The idea was to create some sort of GIS dashboard that banks and insurance companies can point to, to charge extra money, or refuse applications, or something - nobody actually thought it out.
It's amazing, (and this happened in our district) when a property developer gets a second opinion from an engineer, to counter the local government maps. The council usually accept the engineer's report because it's from ... well, an engineer - not the pink haired lady wearing odd-socks who got the job of coloring in environment planning maps, while also making odd demands about grease traps that were already provided for in the building codes, but had to suddenly be bigger - but I digress.
The engineer's reports create 'steps' in the supposed 'once in a hundred year flood' levels. On the map, the proposed new subdivision is high and dry, while the surrounding properties look like a lake. (???).

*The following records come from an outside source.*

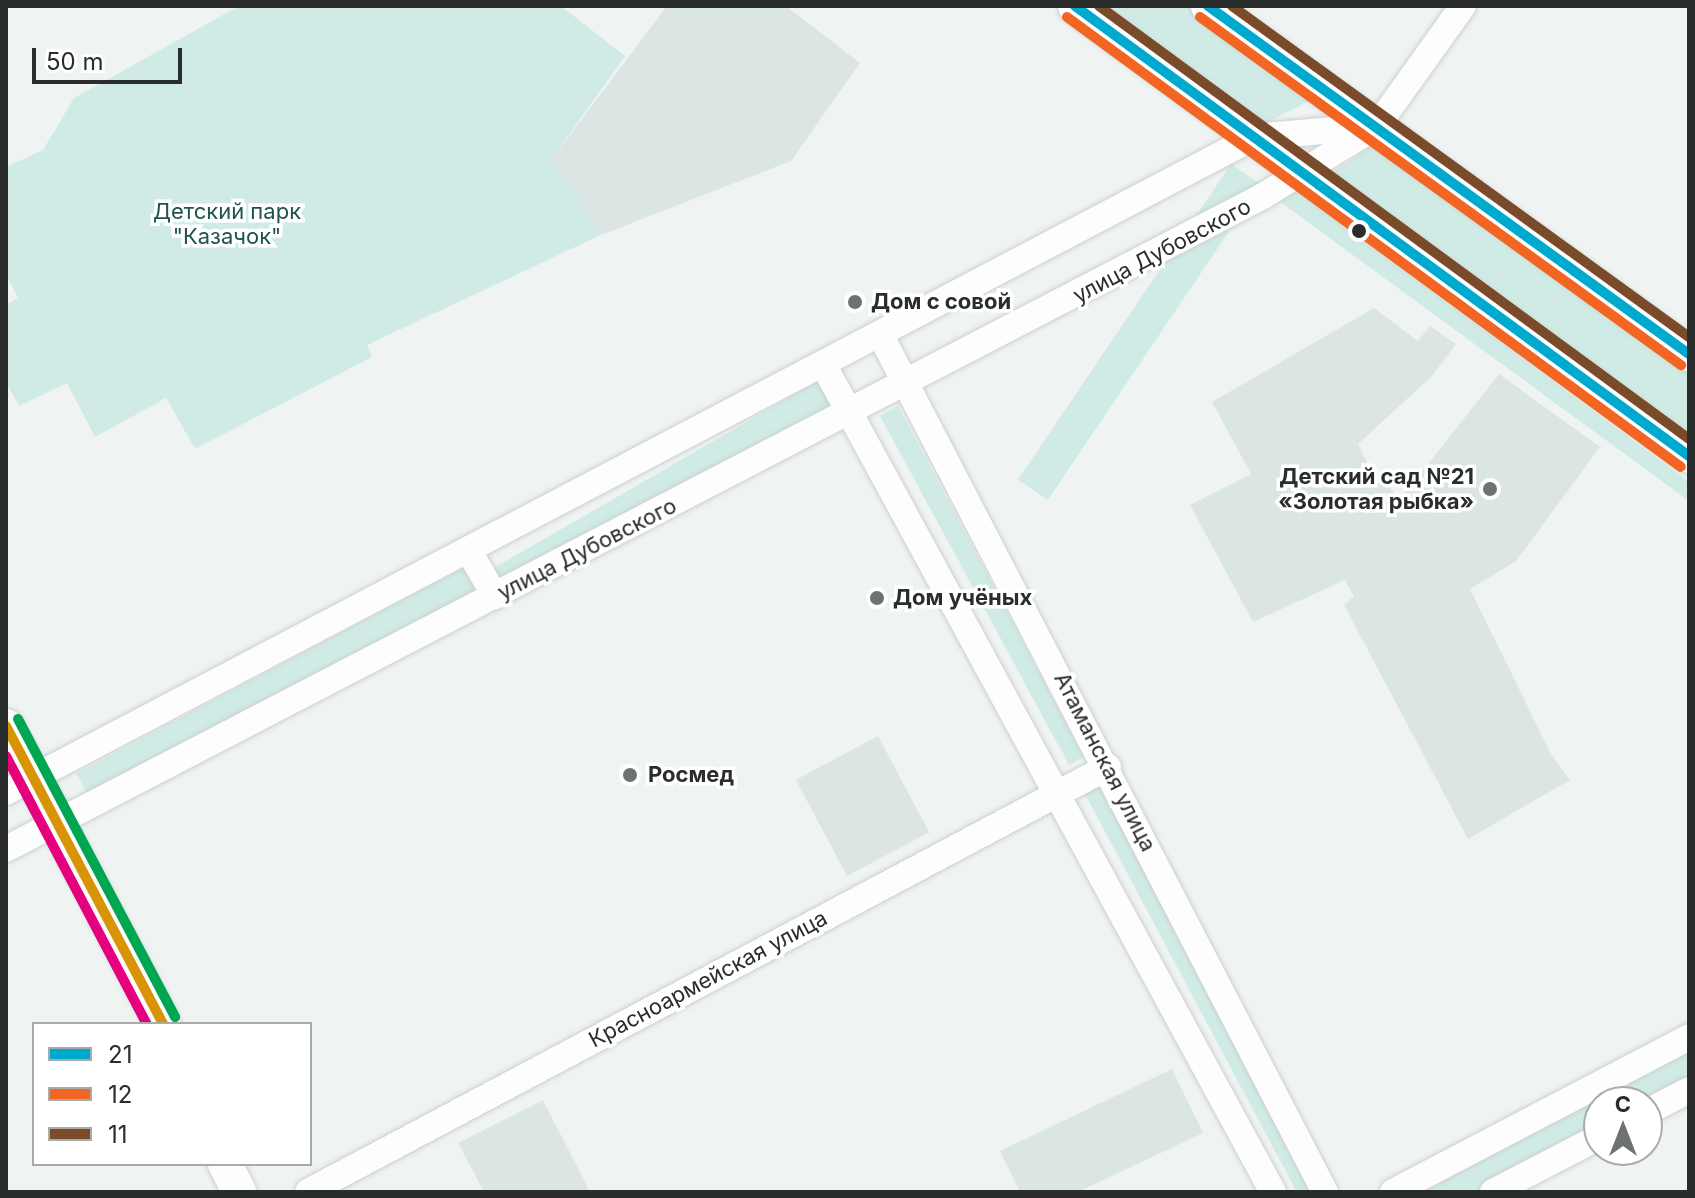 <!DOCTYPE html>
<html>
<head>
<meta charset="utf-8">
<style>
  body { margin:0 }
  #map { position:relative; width:1695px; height:1198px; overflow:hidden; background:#eff4f3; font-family:Inter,sans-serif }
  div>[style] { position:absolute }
  .built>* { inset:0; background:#dbe6e4; transform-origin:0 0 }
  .green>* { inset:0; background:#d0ebe5; transform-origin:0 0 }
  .roads { filter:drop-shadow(0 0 2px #ccd0cf) drop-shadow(0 0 2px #ccd0cf) }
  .minor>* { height:26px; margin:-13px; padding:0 13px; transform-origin:13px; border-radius:13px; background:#fdfdfd }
  .major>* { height:34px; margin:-17px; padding:0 17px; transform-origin:17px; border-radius:17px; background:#fdfdfd }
  .bus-1>* { height:10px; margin:-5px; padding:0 5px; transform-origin:5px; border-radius:5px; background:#00a9ce }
  .bus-2>* { height:10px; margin:-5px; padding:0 5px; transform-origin:5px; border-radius:5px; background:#f26522 }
  .bus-3>* { height:10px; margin:-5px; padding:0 5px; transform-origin:5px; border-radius:5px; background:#7a4b2a }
  .bus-4>* { height:10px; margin:-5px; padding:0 5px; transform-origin:5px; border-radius:5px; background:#d89407 }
  .bus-5>* { height:10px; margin:-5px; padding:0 5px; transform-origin:5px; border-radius:5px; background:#e5007d }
  .bus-6>* { height:10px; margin:-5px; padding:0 5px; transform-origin:5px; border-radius:5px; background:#00a651 }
  .dots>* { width:22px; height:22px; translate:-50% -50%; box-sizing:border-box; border:4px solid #fff; border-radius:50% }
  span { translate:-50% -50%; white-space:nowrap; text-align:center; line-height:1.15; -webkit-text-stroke:7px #fff; paint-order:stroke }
  .park-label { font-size:22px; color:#1f534b }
  .street-label { font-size:22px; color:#292d2c }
  .poi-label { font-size:22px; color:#292d2c; font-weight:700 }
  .left { translate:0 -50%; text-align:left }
  .right { translate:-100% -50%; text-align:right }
  .frame { position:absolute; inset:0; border:8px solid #292d2c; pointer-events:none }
  .legend { position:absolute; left:32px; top:1022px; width:280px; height:144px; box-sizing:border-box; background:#fff; border:2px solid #a9abab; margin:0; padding:10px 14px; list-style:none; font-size:24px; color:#292d2c }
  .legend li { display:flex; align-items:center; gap:16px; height:40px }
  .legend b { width:40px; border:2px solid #a9abab }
  .north { position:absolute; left:1583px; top:1086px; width:80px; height:80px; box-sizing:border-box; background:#fff; border:2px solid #a9abab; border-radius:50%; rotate:0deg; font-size:22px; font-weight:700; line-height:32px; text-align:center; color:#292d2c }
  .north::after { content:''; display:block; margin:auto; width:28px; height:36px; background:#6e7372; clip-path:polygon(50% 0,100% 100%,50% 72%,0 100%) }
  .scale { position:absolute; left:32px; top:48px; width:150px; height:36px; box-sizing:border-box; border:4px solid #292d2c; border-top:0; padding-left:10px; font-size:24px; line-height:28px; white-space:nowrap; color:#292d2c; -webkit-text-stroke:6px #fff; paint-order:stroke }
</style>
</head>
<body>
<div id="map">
  <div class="built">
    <div style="clip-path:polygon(667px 6px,786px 6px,860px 63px,791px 161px,601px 235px,551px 160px)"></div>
    <div style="clip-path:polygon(1374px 308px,1418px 341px,1430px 326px,1456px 344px,1432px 376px,1358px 444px,1377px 483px,1385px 479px,1399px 501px,1499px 374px,1600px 447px,1516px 561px,1470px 589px,1551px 754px,1570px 780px,1468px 839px,1344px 605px,1354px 596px,1345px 580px,1253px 622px,1190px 505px,1251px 474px,1212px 402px)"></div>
    <div style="left:878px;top:736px;width:109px;height:93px;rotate:62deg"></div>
    <div style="clip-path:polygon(1172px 1069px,1203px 1133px,1078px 1192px,1020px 1192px,1000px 1151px)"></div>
    <div style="clip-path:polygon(543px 1100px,590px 1192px,484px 1192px,458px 1143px)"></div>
  </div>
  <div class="green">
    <div style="clip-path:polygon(239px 6px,561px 6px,625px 56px,551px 160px,601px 235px,367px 345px,372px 357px,195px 449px,166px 398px,95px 437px,67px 383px,19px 406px,6px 382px,6px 305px,18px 298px,6px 274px,6px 167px,43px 150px,74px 98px)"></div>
    <div style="clip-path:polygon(1084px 6px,1188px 6px,1315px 98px,1252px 130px)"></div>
    <div style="clip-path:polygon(1378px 142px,1689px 373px,1689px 453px,1320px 181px)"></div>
    <div style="left:1231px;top:164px;width:36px;height:381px;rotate:34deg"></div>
    <div style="clip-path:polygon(1295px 190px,1689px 482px,1689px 501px,1279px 201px)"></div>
    <div style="left:823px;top:378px;width:30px;height:388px;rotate:60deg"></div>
    <div style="clip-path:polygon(898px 406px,1084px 757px,1069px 765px,880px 416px)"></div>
    <div style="left:470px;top:564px;width:30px;height:446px;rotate:62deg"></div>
    <div style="left:1099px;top:784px;width:461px;height:17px;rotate:62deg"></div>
    <div style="clip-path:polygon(1689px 1045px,1689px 1083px,1647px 1102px,1599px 1102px,1599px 1130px,1482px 1192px,1405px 1192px)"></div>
  </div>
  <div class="roads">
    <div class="minor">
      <div style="left:880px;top:334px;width:967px;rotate:62.59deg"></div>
      <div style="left:823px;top:364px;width:942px;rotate:61.48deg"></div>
      <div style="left:470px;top:553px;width:50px;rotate:59.8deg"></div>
      <div style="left:6px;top:792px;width:1409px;rotate:-27.69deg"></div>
      <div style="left:1254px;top:137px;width:115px;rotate:-5deg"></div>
      <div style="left:6px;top:849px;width:1416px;rotate:-27.45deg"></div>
      <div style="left:1263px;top:196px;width:134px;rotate:-31.6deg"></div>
      <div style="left:1377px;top:126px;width:148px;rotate:-54.4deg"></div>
      <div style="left:1647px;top:1112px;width:47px;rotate:-27.6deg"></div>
      <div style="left:308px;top:1192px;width:906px;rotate:-27.98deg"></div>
      <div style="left:1393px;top:1192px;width:334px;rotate:-27.6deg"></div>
      <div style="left:1493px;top:1192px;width:119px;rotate:-27.4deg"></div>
    </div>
    <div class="major">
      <div style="left:1075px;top:6px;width:761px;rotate:36.24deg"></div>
      <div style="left:1208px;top:6px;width:594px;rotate:35.89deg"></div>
      <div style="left:6px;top:726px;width:337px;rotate:62.2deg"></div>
      <div style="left:225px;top:1164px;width:31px;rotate:63deg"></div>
    </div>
  </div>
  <div class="bus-1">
    <div style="left:1075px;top:6px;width:761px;rotate:36.24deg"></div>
    <div style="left:1208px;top:6px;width:594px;rotate:35.89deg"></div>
  </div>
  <div class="bus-2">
    <div style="left:1067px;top:17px;width:761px;rotate:36.24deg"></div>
    <div style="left:1200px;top:17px;width:594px;rotate:35.89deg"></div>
  </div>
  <div class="bus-3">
    <div style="left:1099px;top:6px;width:732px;rotate:36.27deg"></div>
    <div style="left:1232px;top:6px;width:564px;rotate:35.92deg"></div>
  </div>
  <div class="bus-4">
    <div style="left:6px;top:726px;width:337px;rotate:62.2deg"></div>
  </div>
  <div class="bus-5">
    <div style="left:6px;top:756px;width:303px;rotate:62.3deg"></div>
  </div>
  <div class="bus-6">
    <div style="left:18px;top:719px;width:337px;rotate:62.2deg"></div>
  </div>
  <div class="dots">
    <div style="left:1359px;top:231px;background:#292d2c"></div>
    <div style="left:855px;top:302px;background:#6e7372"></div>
    <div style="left:1490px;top:489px;background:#6e7372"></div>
    <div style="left:877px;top:598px;background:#6e7372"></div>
    <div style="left:630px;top:775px;background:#6e7372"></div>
  </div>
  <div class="park-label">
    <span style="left:227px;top:224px">Детский парк<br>"Казачок"</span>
  </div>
  <div class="street-label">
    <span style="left:1162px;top:251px;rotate:-28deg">улица Дубовского</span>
    <span style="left:587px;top:549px;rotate:-27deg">улица Дубовского</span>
    <span style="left:1105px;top:762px;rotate:63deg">Атаманская улица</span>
    <span style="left:708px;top:979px;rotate:-28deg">Красноармейская улица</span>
  </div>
  <div class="poi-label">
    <span class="left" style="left:871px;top:302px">Дом с совой</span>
    <span class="right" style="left:1474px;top:489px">Детский сад №21<br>«Золотая рыбка»</span>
    <span class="left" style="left:893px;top:598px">Дом учёных</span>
    <span class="left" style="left:648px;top:775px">Росмед</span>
  </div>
  <div class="frame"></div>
  <ul class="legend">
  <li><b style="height:10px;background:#00a9ce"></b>21</li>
  <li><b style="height:10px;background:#f26522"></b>12</li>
  <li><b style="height:10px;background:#7a4b2a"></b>11</li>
  </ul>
  <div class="north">С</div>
  <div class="scale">50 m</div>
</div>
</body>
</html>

Another oddity is that a recent flooding, in my neck of the woods, was proclaimed a '200-year' flood. So, the '100-year' flood map didn't predict the damage. (!).
Funny. Reminds me of a time decades ago when FIL's small real estate office was found to be in the flood plain. But right across the street wasn't. Trust me, it was odd to say the least. We had a 500 year(?) flood in 1993 up and down the Mississippi River. We joked that when a guy was hand-drawing the flood map, someone bumped his elbow and he drew a line around the office. During the 500yr flood, there was no water even close to the office, it was horseshit.😂
yep. So that corroborates my story just fine.
In my opinion, it is a scam. But hey everyone takes it so seriously when it is on a 'map'.
It’s almost as if certain entities started talking about ‘climate change’ instead of ‘global cooling’ or ‘global warming’. A bunch of nerds went to college to study ‘climate change’ because they believed it was an issue. Now, their livelihoods depend on grant money from governments and entities that are pushing‘climate change’.
What do you think would happen if their reports stated that climate change is natural or any other answer other than climate change is an issue and their studies funded by taxpayer dollars can find a fix?
I think it's dependent on the moon phase, the local crust density, the waterflows, the local air pressure, the seabed morphology, loads of things.
Even the earth is an oblate sphere so the sea "level" is higher at the equator by that metric.
Its definately higher in Canada.
Somewhere in Canada has a tidal range of over fifty feet, I seem to recall. That makes the eighth of an inch every century look a bit tame!
Here we are: Bay of Fundy, Canada
noice! But, hey muh climate change.
Never was. The Mediterranean Sea formed when the Atlantic broke through what is now the Strait of Gibraltar. The Black Sea formed when the Mediterranean broke through the Bosporus. The Dead Sea used to be part of the Mediterranean but the land lifted.